### Problem requirements:
State only how many lines below include the word "places".
-------
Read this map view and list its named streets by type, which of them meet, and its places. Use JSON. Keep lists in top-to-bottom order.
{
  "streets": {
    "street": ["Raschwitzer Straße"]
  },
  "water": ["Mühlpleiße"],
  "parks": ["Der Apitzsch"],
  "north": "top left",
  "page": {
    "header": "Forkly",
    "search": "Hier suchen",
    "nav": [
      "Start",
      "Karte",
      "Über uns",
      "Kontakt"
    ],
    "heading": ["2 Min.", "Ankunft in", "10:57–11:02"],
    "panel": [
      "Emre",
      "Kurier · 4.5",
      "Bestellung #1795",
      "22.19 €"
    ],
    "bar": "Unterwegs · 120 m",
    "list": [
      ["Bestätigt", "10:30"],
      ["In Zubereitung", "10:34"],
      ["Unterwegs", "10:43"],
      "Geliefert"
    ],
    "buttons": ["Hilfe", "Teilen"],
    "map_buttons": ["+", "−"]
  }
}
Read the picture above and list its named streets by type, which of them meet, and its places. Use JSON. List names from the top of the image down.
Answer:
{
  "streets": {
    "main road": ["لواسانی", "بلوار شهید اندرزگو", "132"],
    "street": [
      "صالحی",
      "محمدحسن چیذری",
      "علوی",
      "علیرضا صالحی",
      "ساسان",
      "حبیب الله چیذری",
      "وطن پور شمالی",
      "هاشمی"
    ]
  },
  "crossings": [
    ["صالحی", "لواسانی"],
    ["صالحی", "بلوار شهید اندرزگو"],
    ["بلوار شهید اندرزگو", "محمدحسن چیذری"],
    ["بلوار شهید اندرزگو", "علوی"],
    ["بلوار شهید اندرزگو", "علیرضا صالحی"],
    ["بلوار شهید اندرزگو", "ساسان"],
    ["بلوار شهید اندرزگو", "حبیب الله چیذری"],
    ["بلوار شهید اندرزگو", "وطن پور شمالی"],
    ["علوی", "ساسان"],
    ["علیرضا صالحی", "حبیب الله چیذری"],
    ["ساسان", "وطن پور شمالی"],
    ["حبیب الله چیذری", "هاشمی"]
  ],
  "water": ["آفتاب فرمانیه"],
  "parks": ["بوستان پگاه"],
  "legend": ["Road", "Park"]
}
-------
### Exercise solution:
2